Im Anfang war das Wort, und es lag als ASCII-Code auf einer weiten Ebene. Die virtuelle Gemeinschaft im Internet basierte zwanzig Jahre lang auf dem Austausch von Dateien und Texten. Noch heute begnügen sich die meisten Dienste im Netz mit der Schrift. Es entstanden bald unzählige elektronische Zeitschriften. Im multimedialen World Wide Web blieb diese Tradition ungebrochen, jetzt konnten die Herausgeber aber dazu übergehen, Grafiken einzubinden und die einzelnen Artikel multidimensional miteinander zu verbinden.

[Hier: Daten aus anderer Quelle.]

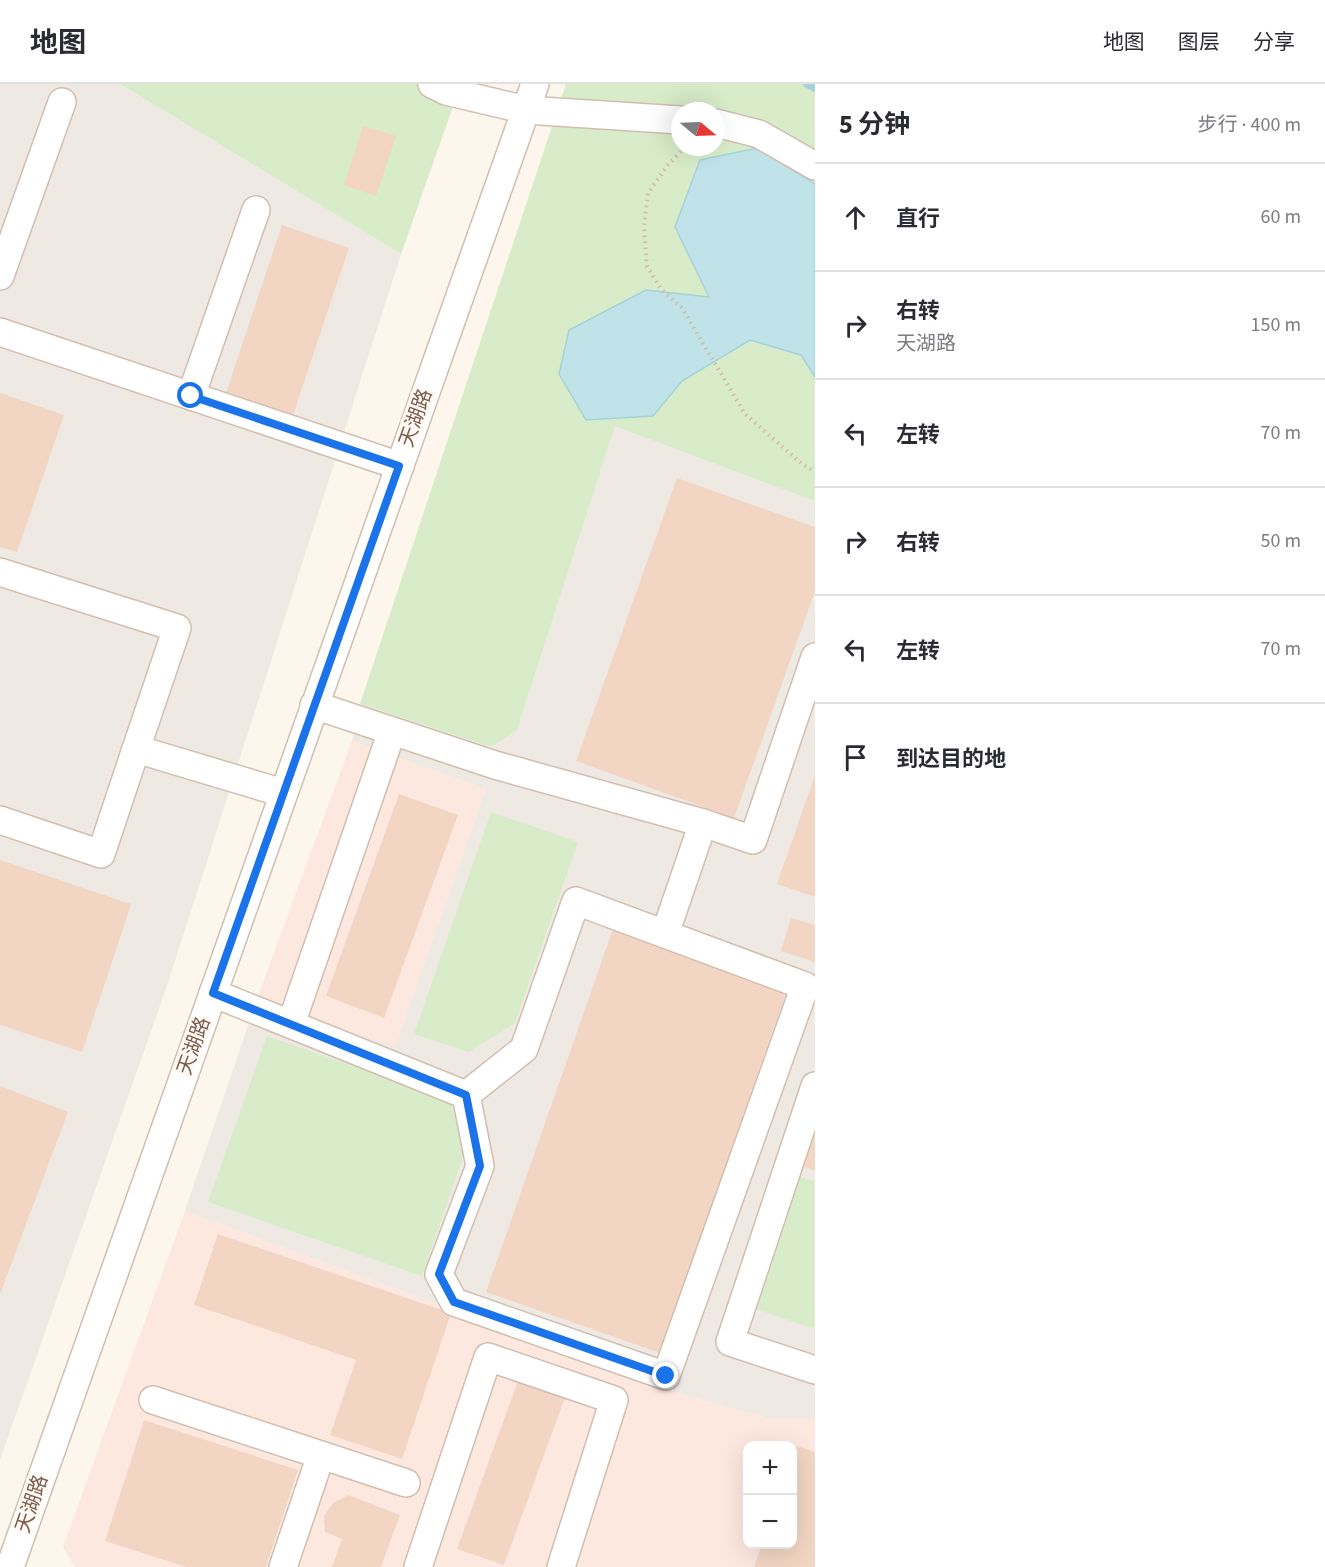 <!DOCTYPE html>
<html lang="zh">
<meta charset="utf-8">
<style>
:root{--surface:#fff;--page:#f7f7f7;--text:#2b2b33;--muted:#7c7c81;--line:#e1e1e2}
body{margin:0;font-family:"Source Sans 3","Noto Sans SC",sans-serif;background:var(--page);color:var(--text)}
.controls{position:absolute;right:18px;bottom:18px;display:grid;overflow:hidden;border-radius:12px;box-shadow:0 6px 24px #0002}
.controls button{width:54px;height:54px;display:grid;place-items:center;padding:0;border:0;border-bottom:2px solid var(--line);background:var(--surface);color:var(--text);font:30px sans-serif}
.compass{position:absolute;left:671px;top:18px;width:54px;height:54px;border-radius:50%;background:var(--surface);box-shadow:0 6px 24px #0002;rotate:109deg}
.stop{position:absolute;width:18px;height:18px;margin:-14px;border:4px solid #1a73e8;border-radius:50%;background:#fff}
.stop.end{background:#1a73e8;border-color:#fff;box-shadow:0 2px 6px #0008}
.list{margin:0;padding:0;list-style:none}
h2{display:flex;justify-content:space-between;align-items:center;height:78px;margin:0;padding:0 24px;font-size:26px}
h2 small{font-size:20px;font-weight:400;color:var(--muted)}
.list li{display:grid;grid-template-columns:39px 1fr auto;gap:18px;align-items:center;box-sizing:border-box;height:108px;padding:0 24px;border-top:2px solid var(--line)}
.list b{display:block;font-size:22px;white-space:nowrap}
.list p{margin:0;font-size:20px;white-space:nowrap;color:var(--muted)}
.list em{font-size:20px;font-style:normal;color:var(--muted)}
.icon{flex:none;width:33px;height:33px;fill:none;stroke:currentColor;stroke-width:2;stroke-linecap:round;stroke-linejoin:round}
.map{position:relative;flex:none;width:815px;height:1483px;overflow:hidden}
header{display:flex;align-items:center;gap:36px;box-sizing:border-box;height:84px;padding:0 30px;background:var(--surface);border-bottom:2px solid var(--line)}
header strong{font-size:28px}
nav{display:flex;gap:33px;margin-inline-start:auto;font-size:21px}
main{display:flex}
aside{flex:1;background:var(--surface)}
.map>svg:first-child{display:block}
.commercial{fill:#fde8e0;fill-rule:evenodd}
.industrial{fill:#efe9e4}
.green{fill:#d8ecc9;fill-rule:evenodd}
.water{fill:#bfe3e8;stroke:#a5d3da;stroke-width:1.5}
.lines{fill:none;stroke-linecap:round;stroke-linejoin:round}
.stream{stroke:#a5d3da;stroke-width:8}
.building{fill:#f3d5c3}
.minor-casing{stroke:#d1beb0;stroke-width:30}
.path{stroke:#d9b8a5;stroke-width:4;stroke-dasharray:1.5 4.5;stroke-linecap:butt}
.minor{stroke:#fff;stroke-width:27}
.route{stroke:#1a73e8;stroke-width:8}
.labels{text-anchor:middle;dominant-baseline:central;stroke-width:6;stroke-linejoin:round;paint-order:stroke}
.street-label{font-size:20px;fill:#7a5c4d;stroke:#fffaf3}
</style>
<header>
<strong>地图</strong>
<nav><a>地图</a><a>图层</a><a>分享</a></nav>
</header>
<main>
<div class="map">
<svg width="815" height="1483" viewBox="0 0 815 1483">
<rect width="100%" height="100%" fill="#fdf6ec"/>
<g class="commercial">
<polygon points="352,657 486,705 395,964 257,915"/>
<path d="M 185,1127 L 688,1312 L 770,1335 L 815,1335 L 815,1483 L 75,1483 L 63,1463 ZM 748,1362 L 792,1362 L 792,1460 L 748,1460 Z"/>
</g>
<g class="industrial">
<polygon points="0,0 120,0 401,170 168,899 0,1376"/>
<polygon points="615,341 815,417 815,1335 770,1335 688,1312 185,1127 257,915 395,963 486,705 352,657 360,620 489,663 517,646"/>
</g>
<g class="green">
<polygon points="120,0 461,0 401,170"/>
<path d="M 566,0 L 815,0 L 815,417 L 615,342 L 517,646 L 490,663 L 360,620 ZM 680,27 L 716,27 L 716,63 L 680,63 Z"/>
<polygon points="491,728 578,758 515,939 469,968 414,950"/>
<polygon points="267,952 450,1016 465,1067 422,1192 208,1118"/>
<polygon points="798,1092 815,1098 815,1245 752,1224"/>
</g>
<polygon class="water" points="757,64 815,100 815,293 801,271 750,256 682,297 653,332 586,336 559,290 569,246 646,206 709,213 675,143 700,76"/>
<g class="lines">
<polyline class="stream" points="807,0 815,4"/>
</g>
<g class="building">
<polygon points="363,42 396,52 376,112 344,101"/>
<polygon points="282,141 349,164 290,340 223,318"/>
<polygon points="0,309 64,331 17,468 0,463"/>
<polygon points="677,394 815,443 815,507 734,734 576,677"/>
<polygon points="815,691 815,813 777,800"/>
<polygon points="399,710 458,731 384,934 326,912"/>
<polygon points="0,776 131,820 82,968 0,941"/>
<polygon points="791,834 815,841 815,878 781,867"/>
<polygon points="613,845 787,906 660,1269 486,1208"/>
<polygon points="0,1002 68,1028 0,1210"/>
<polygon points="815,1046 815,1087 802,1082"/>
<polygon points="218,1150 451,1229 402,1375 330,1351 356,1276 194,1221"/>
<polygon points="520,1291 567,1308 504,1481 457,1465"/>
<polygon points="144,1336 298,1386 266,1483 186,1483 105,1457"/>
<polygon points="797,1362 815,1368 815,1483 754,1483 762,1460 792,1460 792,1374"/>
<polygon points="348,1411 400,1431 381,1483 332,1483 342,1455 325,1448 324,1432 333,1419"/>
</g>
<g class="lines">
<defs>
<g id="minor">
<polyline points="432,0 446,7 526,26 680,36"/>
<polyline points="716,39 759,50 815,82"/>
<polyline points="0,192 62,18"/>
<polyline points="0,248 400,382"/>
<polyline points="191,312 256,126"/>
<polyline points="0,488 177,544 136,665 283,709"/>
<polyline points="314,621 495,681 703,739 753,756 815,573"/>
<polyline points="0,736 101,770 136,665"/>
<polyline points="665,850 703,739"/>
<polyline points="213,909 466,1011 480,1082 439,1190 454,1218 666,1292 805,902 576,817 524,965 466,1011"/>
<polyline points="291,940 392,647"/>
<polyline points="815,1002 730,1258 815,1286"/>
<polyline points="153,1316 321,1371 283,1483"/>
<polyline points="321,1371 406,1399"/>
<polyline points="10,1483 535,0"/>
<polyline points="418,1483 488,1273 614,1316 561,1483"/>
</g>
</defs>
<use href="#minor" class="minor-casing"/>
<polyline class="path" points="685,63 668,81 648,109 644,142 647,182 661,205 682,224 745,330 802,380 815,388"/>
<use href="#minor" class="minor"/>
</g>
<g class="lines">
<polyline class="route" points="191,312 399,382 213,909 466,1011 480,1082 439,1190 454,1218 666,1292"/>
</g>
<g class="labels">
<g class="street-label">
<text transform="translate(416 334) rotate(-70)">天湖路</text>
<text transform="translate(194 962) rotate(-70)">天湖路</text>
<text transform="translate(32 1420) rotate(-71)">天湖路</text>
</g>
</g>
</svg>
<div class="controls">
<button>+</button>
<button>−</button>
</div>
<svg class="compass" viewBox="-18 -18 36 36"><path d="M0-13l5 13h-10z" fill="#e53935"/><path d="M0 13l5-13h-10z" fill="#7c7c81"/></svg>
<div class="stop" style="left:191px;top:312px"></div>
<div class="stop end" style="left:666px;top:1292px"></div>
</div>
<aside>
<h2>5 分钟<small>步行 · 400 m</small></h2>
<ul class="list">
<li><svg class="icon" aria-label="ahead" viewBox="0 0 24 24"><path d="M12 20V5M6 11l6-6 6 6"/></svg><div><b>直行</b></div><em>60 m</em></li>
<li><svg class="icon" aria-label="right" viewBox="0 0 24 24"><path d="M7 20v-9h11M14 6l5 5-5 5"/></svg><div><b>右转</b><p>天湖路</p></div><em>150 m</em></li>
<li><svg class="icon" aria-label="left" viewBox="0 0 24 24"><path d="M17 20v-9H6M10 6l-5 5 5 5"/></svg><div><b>左转</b></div><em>70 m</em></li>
<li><svg class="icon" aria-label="right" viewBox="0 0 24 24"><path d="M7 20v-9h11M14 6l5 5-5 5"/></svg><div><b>右转</b></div><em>50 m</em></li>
<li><svg class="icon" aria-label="left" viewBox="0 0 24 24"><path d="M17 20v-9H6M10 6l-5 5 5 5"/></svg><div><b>左转</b></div><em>70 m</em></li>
<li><svg class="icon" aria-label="arrive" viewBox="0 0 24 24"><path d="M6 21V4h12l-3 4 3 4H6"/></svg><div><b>到达目的地</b></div></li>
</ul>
</aside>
</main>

Auch im WWW finden sich inzwischen Hunderte von e-zines (eine umfangreiche Liste wurde von John Labovitch zusammengestellt: http//:www.meer.net/ johnl/e-zine-list/zines/Alpha.html). Ooze etwa ist eine Postille jugendlicher Medienjunkies, ein elektronisches Goldenes Blatt für die Generation X, Untertitel: „A Journal of Culture, Wit and Dangerous Masturbatory Habits“. Ooze hat mit Nummer 5 eine Zirkulation von immerhin 31.203 erreicht. Um die Auflage zu steigern, werden die User aufgefordert, Links von ihren eigenen Homepages zum Magazin zu legen: „Die anderen Kids werden denken, daß du cool bist, und wir garantieren dir ein Supermodel!“

Das Cover überzeugt durch seine Trash-Ästhetik, als Eyecatcher fungiert ein schreiendes Kleinkind, in dessen Kopf eine Gabel steckt – „to ooze“ heißt soviel wie „auslaufen“. Wer nicht nur durchsurft und weggezappt werden will, muß Aufmerksamkeit erregen. Ist man den bunten Grafiken tatsächlich erlegen, gibt es allerdings nicht mehr viel zu lesen. Dominierendes Thema sind die Medien, für die die Redaktion von Ooze vor allem Zynismus übrig hat. Das ist nur selten lustig.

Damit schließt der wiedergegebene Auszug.